It seems that the Nazis were actually inspired by America! - ABDULLAH MURADOĞLU

It seems that the Nazis were actually inspired by America!

In my previous article I had written how the U.S. stood by and idly watched as a “Jewish genocide” was transpiring. As history has it, the U.S. was one of the world’s most strongest states in this era, and if it wanted to, it could have stopped the Nazis. When the Nazis came to power in Germany, racial segregation laws had been enforced against Black Americans the the U.S. These “Jim Crow Laws” would only be abolished 20 years after the Nazis had been defeated. 

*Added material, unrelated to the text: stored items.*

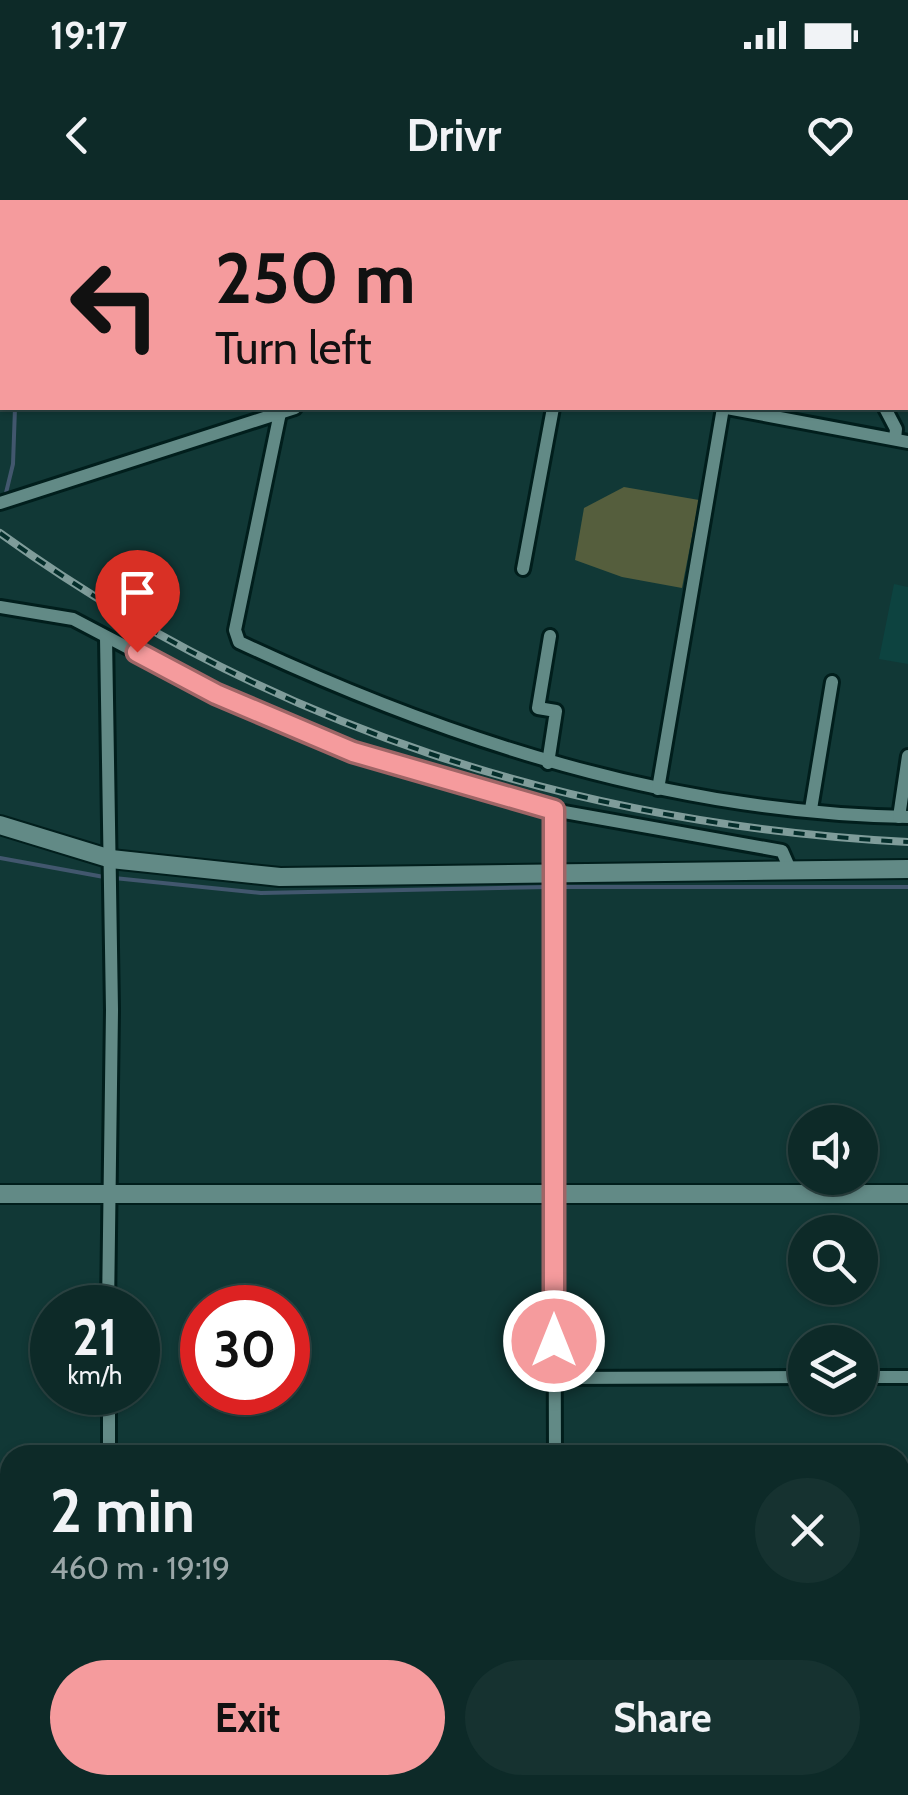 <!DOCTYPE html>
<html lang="en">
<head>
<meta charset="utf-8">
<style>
	body { margin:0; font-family:Cabin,sans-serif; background:#163230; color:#f1f3f6; height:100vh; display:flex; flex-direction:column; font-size:38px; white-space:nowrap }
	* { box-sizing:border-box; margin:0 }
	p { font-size:32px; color:#9aa7a8 }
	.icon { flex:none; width:55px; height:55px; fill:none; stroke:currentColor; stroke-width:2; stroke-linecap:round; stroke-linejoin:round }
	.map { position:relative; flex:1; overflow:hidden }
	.drawer { position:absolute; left:0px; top:1245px; width:910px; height:350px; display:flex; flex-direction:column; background:#0d2a28; border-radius:30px 30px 0 0; box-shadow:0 2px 8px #0004,0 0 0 2px #2d4645 }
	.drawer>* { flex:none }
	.banner { position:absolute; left:0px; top:0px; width:910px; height:210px; box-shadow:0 2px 8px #0004,0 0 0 2px #2d4645; background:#f59b9d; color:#111; overflow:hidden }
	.buttons { position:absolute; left:788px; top:905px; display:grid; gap:20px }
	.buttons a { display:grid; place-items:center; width:90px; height:90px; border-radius:50%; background:#0d2a28; box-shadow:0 2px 8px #0004,0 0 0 2px #2d4645; font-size:50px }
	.speed { position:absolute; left:30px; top:1085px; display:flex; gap:20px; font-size:50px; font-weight:700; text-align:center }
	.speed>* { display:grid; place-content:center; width:130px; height:130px; border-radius:50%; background:#0d2a28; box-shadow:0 2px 8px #0004,0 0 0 2px #2d4645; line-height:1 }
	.speed small { font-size:25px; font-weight:400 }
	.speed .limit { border:15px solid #d22; background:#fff; color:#111 }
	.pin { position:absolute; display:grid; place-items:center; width:85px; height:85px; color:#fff; margin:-102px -42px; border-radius:50% 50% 50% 0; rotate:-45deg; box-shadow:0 0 10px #0007 }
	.pin .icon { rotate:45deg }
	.me { position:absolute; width:110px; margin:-55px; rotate:0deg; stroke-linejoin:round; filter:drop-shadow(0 0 8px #0008) }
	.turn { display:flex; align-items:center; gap:35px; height:210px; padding:0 50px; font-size:45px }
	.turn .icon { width:130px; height:130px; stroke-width:2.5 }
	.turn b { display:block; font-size:70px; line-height:85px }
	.round { display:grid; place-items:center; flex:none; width:105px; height:105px; border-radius:52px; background:#163230 }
	.summary { display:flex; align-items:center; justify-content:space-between; height:170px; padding:0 50px }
	h1 { font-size:60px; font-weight:700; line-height:75px }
	.cta { display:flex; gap:20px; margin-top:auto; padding:20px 50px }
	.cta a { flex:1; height:115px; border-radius:60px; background:#f59b9d; color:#111; font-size:40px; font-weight:700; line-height:115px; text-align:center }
	.cta a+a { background:#163230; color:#f1f3f6 }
	.status { display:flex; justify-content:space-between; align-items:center; height:70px; padding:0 50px; background:#0d2a28; direction:ltr }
	.status svg { height:28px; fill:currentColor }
	header { display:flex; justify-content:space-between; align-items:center; height:130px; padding:0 50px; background:#0d2a28; font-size:45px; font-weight:700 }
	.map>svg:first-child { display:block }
	.built { fill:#0d4340 }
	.green { fill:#555e3d }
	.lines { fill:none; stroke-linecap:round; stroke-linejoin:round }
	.stream { stroke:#42576e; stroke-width:4 }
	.minor-casing { stroke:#011e1c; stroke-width:18 }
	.tertiary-casing { stroke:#011e1c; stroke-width:22 }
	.minor { stroke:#628a86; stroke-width:12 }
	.tertiary { stroke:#628a86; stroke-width:18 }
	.rail-casing { stroke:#7f9c9a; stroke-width:8 }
	.rail { stroke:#042e2b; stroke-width:4; stroke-dasharray:11; stroke-linecap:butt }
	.route-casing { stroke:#9f6566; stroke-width:25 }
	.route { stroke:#f59b9d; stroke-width:18 }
</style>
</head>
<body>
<div class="status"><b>19:17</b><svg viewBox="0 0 49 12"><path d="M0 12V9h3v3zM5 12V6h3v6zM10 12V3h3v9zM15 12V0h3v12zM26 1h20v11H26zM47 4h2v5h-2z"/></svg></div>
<header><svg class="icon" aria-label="back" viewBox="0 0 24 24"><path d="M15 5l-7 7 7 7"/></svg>Drivr<svg class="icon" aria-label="heart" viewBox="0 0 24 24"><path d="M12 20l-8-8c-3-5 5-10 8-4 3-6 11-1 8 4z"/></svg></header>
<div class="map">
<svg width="908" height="1595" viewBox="0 0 908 1595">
	<rect width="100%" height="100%" fill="#113836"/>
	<polygon class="built" points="894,384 908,387 908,464 879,459"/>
	<polygon class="green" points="624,287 699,300 682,388 622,377 575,360 584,308"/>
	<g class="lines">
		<g class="stream">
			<polyline points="2,0 2,6"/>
			<polyline points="5,297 13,264 15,208"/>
			<polyline points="0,658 104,677"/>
			<polyline points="114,678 261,693 548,687"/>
			<polyline points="558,687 908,687"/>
		</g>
		<defs>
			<g id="minor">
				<polyline points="610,0 610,2"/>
				<polyline points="174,2 175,0"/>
				<polyline points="385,2 386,0"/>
				<polyline points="839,2 840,0"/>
				<path d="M281,208L235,430L239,442C450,541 673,613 908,617"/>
				<polyline points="727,208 908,242"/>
				<polyline points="885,208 896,229 895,239"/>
				<polyline points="0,303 295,208"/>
				<polyline points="523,369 553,208"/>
				<polyline points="0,407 73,419 216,494 353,552 467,587 553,610 782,651 789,667"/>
				<polyline points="106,437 112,810 108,1108"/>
				<polyline points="548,563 556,511 538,508 550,436"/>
				<polyline points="658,589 723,208"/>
				<polyline points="811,609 832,482"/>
				<polyline points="553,610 555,1255"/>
				<polyline points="899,617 908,556"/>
				<polyline points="860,1177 908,1177"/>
				<polyline points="554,1178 805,1177"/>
				<polyline points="109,1192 109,1255"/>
				<polyline points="0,1318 10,1318"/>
				<polyline points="900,1319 908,1319"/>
				<polyline points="0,1502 10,1502"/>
				<polyline points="556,1585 556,1595"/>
				<polyline points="781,1585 814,1595"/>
				<polyline points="109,1595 109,1585"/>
			</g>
			<g id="tertiary">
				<polyline points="0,107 0,115"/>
				<polyline points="0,625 111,659 280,677 908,669"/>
				<polyline points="0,994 908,994"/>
			</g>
		</defs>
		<use href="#minor" class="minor-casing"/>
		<use href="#tertiary" class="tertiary-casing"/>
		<use href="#minor" class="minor"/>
		<use href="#tertiary" class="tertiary"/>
		<defs>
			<path id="rail" d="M0,333C269,527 577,625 908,642"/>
		</defs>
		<use href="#rail" class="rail-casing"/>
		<use href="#rail" class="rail"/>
	</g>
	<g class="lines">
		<defs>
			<polyline id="route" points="137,452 216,494 353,552 554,610 554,1141"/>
		</defs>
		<use href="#route" class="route-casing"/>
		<use href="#route" class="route"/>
	</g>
</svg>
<div class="buttons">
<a><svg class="icon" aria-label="sound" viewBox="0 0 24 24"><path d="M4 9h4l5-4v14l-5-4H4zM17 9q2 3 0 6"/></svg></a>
<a><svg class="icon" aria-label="search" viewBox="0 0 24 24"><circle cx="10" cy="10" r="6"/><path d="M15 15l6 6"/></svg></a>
<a><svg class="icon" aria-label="layers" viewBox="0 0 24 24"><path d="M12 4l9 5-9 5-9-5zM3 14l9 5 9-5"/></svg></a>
</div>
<div class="speed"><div>21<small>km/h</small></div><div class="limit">30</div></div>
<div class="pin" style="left:137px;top:452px;background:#d93025"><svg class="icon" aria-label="arrive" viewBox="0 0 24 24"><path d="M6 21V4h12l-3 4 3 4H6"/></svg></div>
<svg class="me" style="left:554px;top:1141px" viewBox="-20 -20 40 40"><circle r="17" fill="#f59b9d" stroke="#fff" stroke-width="3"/><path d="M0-11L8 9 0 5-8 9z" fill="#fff"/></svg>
<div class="banner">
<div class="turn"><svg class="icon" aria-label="left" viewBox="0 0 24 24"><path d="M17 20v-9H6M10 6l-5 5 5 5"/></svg><div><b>250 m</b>Turn left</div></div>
</div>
<section class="drawer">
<div class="summary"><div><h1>2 min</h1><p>460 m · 19:19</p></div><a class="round"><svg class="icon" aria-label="close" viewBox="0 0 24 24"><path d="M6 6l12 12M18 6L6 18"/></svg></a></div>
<div class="cta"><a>Exit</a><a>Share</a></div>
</section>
</div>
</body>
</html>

The similarities between the U.S. back then and Hitler’s Germany are not limited to the racist practices of the Nazis against the Jews, and against the Black Americans in the U.S. The real shocker here is that the Nazis drew inspiration from the “American model.”

It needs to be pointed out that the Jim Crow laws, the name of which was taken from a Black character humiliated in a comedy, were stringently implemented by Democrats in southern United states. In the Nazis’ early years, almost half of the Democrats in the U.S. Congress were southerners; and in this era, southern Democrats were hardline racists.

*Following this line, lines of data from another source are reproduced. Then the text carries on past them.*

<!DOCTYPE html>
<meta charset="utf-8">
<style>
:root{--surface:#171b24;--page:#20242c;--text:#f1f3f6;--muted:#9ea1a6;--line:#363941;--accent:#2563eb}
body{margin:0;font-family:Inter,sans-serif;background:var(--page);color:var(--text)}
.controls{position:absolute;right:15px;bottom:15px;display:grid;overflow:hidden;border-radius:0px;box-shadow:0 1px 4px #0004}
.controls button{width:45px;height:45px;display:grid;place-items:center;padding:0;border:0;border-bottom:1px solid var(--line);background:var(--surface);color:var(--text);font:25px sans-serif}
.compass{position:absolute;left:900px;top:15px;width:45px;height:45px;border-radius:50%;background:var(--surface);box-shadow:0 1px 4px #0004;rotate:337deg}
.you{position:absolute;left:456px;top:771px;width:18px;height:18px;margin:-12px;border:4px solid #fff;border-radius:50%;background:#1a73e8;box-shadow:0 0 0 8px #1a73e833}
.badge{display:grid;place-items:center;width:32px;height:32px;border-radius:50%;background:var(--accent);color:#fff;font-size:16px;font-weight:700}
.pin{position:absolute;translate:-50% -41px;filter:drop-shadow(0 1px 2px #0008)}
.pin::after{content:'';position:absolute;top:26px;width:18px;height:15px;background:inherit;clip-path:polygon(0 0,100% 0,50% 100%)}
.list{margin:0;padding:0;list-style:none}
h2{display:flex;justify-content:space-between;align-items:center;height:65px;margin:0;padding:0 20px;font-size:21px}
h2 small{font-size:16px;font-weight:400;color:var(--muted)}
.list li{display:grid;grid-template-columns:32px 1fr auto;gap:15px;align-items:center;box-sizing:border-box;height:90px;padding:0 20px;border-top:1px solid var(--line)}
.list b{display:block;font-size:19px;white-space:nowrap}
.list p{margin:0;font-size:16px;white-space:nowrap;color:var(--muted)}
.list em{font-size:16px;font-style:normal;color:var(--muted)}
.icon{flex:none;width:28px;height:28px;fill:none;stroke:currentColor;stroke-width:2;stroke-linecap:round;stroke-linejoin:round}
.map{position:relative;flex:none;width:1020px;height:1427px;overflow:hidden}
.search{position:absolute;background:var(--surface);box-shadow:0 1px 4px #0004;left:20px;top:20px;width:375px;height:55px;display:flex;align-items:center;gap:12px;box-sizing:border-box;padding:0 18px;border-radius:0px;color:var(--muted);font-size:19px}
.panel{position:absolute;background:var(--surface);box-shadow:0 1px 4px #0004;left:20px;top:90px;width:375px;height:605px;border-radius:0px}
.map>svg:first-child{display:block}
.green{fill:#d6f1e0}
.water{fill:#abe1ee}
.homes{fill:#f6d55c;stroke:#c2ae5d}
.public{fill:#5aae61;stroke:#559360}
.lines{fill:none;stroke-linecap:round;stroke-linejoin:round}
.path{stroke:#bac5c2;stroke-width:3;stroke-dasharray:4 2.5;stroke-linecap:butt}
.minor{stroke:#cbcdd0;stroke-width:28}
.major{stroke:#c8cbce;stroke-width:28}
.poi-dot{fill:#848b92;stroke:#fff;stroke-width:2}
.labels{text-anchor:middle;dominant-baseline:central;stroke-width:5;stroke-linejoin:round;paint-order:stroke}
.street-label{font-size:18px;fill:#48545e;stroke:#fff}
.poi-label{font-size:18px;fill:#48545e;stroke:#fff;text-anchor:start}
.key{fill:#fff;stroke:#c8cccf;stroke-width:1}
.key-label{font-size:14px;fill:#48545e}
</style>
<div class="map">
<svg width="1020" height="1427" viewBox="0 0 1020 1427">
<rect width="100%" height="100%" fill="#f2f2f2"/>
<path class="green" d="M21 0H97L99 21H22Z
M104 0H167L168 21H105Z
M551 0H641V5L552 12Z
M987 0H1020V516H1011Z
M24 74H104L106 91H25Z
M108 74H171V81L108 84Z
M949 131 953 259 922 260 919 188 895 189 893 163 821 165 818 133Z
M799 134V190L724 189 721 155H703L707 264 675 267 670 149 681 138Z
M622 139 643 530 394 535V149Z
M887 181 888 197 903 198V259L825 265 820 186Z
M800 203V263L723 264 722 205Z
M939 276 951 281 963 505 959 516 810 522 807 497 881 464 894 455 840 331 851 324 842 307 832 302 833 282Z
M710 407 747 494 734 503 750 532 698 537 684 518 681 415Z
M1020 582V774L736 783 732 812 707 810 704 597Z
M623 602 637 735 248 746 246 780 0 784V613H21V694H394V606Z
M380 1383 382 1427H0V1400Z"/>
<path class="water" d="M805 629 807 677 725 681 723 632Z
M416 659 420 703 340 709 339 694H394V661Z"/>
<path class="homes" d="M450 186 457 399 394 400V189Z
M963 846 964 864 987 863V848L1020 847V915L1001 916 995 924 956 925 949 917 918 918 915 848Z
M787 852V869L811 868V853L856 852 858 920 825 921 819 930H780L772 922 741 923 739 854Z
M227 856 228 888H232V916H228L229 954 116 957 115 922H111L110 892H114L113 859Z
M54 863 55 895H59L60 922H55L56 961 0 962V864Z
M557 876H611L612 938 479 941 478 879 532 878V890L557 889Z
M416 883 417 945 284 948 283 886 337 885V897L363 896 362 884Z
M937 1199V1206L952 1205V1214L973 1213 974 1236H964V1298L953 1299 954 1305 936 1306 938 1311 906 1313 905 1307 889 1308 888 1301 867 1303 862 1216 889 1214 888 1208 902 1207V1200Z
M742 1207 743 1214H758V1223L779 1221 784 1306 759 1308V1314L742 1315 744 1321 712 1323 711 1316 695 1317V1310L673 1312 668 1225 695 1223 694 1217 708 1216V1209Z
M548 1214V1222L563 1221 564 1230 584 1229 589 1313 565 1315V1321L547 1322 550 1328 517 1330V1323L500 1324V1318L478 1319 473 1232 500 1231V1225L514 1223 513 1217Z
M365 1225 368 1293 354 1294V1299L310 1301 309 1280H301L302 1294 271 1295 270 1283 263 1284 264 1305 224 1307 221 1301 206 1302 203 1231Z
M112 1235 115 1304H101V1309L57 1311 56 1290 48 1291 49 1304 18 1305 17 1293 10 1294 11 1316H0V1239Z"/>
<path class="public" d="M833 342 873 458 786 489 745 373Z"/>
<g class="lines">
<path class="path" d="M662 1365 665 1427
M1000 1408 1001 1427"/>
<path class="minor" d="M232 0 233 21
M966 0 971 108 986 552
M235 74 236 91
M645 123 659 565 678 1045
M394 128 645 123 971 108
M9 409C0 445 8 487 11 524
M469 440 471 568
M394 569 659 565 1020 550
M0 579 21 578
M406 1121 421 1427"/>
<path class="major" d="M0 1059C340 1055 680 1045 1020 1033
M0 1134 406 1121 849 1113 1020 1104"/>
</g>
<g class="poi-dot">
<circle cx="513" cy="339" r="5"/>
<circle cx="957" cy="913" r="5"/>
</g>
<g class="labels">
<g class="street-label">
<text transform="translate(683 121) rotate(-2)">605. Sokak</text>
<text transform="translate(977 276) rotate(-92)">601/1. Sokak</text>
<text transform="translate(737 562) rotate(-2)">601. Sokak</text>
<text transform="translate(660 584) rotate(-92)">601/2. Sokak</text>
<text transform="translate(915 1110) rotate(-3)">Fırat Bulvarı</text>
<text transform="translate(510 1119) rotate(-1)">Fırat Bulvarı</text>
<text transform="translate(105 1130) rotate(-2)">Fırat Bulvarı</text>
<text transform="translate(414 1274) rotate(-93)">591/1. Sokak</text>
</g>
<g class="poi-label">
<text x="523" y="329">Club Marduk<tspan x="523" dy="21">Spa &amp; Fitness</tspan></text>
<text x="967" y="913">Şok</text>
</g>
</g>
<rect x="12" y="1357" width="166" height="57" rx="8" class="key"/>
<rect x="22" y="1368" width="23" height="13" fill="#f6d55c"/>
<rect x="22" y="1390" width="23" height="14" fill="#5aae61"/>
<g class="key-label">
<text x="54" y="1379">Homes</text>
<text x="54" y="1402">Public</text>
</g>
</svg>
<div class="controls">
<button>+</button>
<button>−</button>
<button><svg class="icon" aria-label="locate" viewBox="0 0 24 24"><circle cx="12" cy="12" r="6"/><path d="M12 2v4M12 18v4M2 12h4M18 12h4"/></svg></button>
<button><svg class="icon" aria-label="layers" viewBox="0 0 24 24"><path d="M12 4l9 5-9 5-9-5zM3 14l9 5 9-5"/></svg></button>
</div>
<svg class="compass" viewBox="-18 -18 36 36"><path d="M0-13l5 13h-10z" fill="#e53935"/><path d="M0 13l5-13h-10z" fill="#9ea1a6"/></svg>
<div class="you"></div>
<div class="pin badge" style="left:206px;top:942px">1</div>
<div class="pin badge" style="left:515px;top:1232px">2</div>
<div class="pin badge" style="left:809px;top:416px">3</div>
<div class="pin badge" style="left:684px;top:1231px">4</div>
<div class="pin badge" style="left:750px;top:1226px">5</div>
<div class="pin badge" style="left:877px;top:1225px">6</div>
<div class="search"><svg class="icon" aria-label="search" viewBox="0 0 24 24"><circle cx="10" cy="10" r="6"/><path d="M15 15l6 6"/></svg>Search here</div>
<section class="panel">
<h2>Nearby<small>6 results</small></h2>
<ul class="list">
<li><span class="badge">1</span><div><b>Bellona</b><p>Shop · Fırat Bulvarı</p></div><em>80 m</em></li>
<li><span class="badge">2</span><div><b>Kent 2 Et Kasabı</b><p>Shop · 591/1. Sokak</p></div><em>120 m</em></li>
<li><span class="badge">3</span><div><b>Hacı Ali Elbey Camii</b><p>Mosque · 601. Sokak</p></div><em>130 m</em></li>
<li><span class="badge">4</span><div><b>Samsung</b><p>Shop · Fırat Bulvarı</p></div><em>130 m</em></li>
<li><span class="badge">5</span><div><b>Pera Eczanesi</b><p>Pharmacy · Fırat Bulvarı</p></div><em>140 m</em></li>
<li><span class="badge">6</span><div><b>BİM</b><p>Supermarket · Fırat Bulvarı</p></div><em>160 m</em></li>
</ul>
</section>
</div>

Americans have never liked discussing the fact that the Nazis were actually inspired by the racial segregation law system in the U.S. They defend that the Nazi regime and the American regime were as different as chalk and cheese. In a book written by James Q. Whitman, a professor teaching comparative and foreign law  at Yale University, one of America’s most prestigious colleges, he completely shatters this taboo. His book, “Hitler's American Model: The United States and the Making of Nazi Race Law,” was published by Princeton University in 2018. Whitman documents in this text that the racist "Nuremberg Laws" implemented by the "Third Reich" regime, which marked the Hitler era, were inspired by the Jim Crow laws in the U.S.

About one and a half years after Hitler came to power, a group of Nazi lawmakers traveled to the U.S. and analyzed the American racial laws. The practices, especially those in the south, seem to have spellbound the Nazis. Hitler himself lauded the American model in his book “Mein Kampf.” According to the Nazis, the U.S. owed the fact that it was becoming richer and stronger to these racial laws. The Nazis then developed their own idiosyncratic model so that German society could internalize the U.S. model. This Nazi propaganda seems to have hit the bull’s eye. 

According to Professor Whitman, the Jim Crow laws were even harsher than the Nürnberg laws, especially when it came to punishing interracial marriages. On the other hand, the Nazis were particularly influenced by the fact that the Native American population in the U.S. had been decreased from millions to around two hundred thousand between the 1500s and 1900s. The law system that kept African Americans, who had previously been enslaved, ostracized from the American citizenship system, also captured the Nazis’ special attention. The Nazi sterilization law of 1934 also drew inspiration from a similar practice in the State of California.

The Immigration Act of 1924 was also of a racist nature. This law made it extremely difficult for Jews fleeing the Nazis to take refuge in the U.S. Adolf Hitler was particularly fond of this bill. According to a poll conducted in the U.S. in the 1930s, the Americans were not at all happy about Jewish immigration. White Americans, for their part, absolutely did not want Jews to join American society. Furthermore, White Supremacists did everything in their power to prevent the U.S. from going to war against Hitler’s Germany. Dr. Bradley W. Hart, a lecturer at Fresno California State University, sheds light on these activities in his book, “Hitler's American Friends:The Third Reich's Supporters in the United States,” published in 2018. 

U.S. presidents, primarily Thomas Jefferson and Abraham Lincoln, who strongly opposed Black Americans  equally being a part of the same system as White Americans, were the Nazis’ heroes. Professor Whitman in his book reveals how the Nazis were inspired by American racism from the late 19th to the early 20th century. What’s more, it can also be ascertained that the American model that inspired the Nazis also inspired the transformation of Israel into a regime based on apartheid.